Date Untill 21 April. From Tuesday to Sunday, from 10am to 8pm.
Entry tickets General: 11 euros (valid to visit the whole museum). Reductions for certain categories: 6 euros.
However, it was the portraits of his friends that first made him a living and then brought him fame. Born in Philadelphia to Jewish parents of Russian origin, Man Ray arrived in Paris in 1921 after a period in New York. His first exhibition of paintings was well received by critics, but he sold nothing. His friend Francis Picabia then encouraged him to earn a living taking photographs of other artists and their work. He was an immediate success.
The list of names in his gallery - and now in the Thyssen - is overwhelming: André Breton, Marcel Duchamp, Salvador Dalí, Luis Buñuel, Alberto Giacometti, Juan Gris, Joan Miró, George Braque, Pablo Picasso... The most iconic portrait of Coco Chanel is Man Ray's, an image that is a symbol of women's liberation as she stands, hands in pockets and a cigarette in her mouth. Man Ray himself said in his biography that Picasso fell in love with Dora Maar when he saw her photograph in his studio. The Malaga painter was so taken that, according to the curators, he exchanged one of this bullfighting works for the photograph and persuaded Paul Éluard to introduce them.

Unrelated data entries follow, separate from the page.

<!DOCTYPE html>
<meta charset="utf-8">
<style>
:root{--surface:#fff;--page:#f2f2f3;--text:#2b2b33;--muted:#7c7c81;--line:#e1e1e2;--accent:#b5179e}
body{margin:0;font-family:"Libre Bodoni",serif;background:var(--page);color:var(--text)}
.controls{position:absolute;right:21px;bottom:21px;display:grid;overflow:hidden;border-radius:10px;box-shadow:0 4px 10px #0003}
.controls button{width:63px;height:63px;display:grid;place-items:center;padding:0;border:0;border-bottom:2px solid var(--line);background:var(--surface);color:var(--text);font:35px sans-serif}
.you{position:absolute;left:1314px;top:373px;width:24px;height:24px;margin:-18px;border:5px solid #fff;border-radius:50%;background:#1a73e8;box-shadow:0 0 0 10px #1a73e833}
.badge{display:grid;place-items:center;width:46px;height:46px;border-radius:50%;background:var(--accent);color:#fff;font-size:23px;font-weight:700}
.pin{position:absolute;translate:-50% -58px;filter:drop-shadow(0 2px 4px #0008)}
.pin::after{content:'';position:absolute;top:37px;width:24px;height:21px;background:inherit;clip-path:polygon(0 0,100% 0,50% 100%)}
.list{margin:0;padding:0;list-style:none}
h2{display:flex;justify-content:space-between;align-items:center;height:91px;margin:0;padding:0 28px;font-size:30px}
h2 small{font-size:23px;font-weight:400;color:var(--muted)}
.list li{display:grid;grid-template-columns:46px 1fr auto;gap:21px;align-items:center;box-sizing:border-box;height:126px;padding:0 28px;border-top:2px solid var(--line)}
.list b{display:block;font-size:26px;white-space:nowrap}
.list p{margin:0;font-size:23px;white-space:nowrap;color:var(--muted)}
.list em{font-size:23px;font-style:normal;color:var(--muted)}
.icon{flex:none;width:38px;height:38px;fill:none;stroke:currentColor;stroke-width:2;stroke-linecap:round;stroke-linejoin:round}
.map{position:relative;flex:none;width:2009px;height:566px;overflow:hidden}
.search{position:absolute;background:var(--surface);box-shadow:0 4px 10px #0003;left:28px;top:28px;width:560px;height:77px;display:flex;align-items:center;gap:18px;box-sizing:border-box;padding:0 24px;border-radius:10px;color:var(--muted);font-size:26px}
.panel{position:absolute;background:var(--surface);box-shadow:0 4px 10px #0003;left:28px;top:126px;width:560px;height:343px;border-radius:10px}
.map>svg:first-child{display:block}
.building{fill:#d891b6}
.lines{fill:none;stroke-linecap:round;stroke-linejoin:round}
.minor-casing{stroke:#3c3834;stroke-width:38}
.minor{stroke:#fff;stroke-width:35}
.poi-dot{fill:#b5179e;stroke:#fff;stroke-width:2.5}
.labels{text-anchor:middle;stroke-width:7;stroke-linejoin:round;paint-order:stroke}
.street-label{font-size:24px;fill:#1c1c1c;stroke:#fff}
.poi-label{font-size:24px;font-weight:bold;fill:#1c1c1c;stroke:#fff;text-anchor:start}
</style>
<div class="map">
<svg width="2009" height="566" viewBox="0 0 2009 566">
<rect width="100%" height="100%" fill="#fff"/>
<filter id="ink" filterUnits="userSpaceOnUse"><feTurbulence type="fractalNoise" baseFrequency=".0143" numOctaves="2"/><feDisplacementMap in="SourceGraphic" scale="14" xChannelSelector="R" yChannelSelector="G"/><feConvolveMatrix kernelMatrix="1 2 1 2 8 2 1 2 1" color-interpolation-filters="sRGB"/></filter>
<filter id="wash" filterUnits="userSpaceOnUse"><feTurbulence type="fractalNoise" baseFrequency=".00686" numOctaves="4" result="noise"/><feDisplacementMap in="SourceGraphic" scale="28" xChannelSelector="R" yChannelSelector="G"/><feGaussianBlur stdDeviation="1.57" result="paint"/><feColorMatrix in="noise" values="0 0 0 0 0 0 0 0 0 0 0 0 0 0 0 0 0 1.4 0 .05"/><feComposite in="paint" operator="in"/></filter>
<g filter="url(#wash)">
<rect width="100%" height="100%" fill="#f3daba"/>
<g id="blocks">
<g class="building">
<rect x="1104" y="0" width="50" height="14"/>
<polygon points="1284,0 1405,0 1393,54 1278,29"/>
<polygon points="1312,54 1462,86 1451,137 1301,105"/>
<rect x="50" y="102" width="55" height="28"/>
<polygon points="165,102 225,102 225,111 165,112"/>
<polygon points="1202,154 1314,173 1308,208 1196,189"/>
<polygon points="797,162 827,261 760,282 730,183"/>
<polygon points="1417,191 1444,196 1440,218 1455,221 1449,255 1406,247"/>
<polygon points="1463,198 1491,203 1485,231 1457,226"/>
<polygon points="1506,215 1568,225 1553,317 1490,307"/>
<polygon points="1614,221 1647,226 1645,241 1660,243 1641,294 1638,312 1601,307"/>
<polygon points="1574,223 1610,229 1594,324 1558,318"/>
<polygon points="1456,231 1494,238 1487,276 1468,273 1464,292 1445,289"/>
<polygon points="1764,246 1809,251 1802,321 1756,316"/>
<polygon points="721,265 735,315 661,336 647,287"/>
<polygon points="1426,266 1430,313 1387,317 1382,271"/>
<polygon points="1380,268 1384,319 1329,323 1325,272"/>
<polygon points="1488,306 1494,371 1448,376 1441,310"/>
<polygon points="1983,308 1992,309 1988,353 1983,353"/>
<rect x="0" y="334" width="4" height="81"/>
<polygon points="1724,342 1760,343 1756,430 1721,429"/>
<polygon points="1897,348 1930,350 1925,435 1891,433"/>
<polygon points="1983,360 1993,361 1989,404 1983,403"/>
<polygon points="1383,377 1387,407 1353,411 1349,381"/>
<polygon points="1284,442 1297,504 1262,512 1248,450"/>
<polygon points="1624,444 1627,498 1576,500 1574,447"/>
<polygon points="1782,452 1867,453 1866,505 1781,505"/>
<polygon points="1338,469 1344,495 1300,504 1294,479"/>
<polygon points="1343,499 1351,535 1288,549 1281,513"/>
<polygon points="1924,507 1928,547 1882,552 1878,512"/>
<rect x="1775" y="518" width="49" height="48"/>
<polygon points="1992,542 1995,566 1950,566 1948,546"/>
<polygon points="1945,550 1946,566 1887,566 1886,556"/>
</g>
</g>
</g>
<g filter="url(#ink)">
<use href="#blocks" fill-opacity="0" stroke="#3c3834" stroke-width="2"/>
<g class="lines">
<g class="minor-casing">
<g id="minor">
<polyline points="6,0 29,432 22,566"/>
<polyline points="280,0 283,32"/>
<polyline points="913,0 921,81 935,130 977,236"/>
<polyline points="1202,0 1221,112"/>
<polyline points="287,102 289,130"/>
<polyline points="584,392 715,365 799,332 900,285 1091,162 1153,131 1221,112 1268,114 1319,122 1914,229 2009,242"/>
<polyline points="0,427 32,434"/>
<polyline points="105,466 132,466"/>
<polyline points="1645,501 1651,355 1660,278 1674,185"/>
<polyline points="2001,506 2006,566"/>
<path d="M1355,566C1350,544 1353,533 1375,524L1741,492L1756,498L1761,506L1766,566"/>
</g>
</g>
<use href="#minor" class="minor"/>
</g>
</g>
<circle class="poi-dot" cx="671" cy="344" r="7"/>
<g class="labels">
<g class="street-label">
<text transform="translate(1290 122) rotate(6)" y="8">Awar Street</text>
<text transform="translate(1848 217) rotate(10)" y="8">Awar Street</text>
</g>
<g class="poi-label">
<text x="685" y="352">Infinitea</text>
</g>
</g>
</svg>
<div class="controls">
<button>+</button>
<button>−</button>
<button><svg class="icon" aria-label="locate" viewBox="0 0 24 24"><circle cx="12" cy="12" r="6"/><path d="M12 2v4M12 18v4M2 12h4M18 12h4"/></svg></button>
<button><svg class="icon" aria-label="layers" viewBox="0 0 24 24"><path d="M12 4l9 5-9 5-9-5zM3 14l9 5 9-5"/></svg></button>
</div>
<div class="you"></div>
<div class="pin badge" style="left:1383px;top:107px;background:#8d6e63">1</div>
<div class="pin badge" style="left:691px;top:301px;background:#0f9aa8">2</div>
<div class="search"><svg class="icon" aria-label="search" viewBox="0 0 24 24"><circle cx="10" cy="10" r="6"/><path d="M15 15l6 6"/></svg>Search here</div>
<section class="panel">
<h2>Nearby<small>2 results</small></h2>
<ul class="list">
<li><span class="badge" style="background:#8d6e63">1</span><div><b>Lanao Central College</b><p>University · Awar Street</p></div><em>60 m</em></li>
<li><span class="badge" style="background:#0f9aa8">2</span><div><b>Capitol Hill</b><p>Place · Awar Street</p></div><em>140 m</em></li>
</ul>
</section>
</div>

Among the surreal pieces is the portrait of Marquise Casati, which came out blurred by mistake. "You've taken a picture of my soul," she told him when she saw it.
The curators explain that the key lies in the distance. While all the photos are close-ups, the artist would actually take a full body photograph of the model from the end of the studio. Getting close, he said, deformed the features. In this way he gave space to the model and, when blown up, the grain of the photo hid imperfections. He also introduces another photographic technique thanks to Lee Miller: solarisation, a developing process discovered by accident that inverts the tones and creates a dark outline around contrasting shapes.
He takes his experimental vein one step further in his so-called "rayographs", photographs taken without a camera, by placing objects on photosensitised paper and exposing them to light for several seconds. Eight are currently on display in Malaga and are a reflection of his most artistic - not to mention Dadaist - facet. In fact, the original term "rayographie" was coined by Dada poet Tristan Tzara to define these strange photographs using the name of Man Ray.
The final section of the exhibition is reserved for nude - mainly female - images. Man Ray had a weakness for women - something that, along with chess, brought him closer to Marcel Duchamp - and the different women in his life left their mark on his creativity. The photographs are explicit, but elegant, with great visual strength, and resemble classic works of art. Among them is Observatory Time - The Lovers, with Lee Miller lying on a sofa under an immense pair of lips painted by Man Ray for a poster. Some time later he recognised that the mouth was a gesture towards Kiki de Montparnasse. Each image, Man Ray would say, hid a story. And if it didn't have one "he invented one" say the curators, paraphrasing the artist himself.
This exhibition shows only a little of his link with the world of fashion, but his influence was essential there too: Man Ray "revolutionised" fashion photography with powerful portraits of models which moved away from the typical snaps of mannequins and designer sketches.
"But Man Ray is much more than that. There are his drawings, his paintings, his objects..." Unclassifiable, mysterious and elusive. The exhibition, in collaboration with Estepona town hall, can be viewed at the Malaga Thyssen museum until 21 April.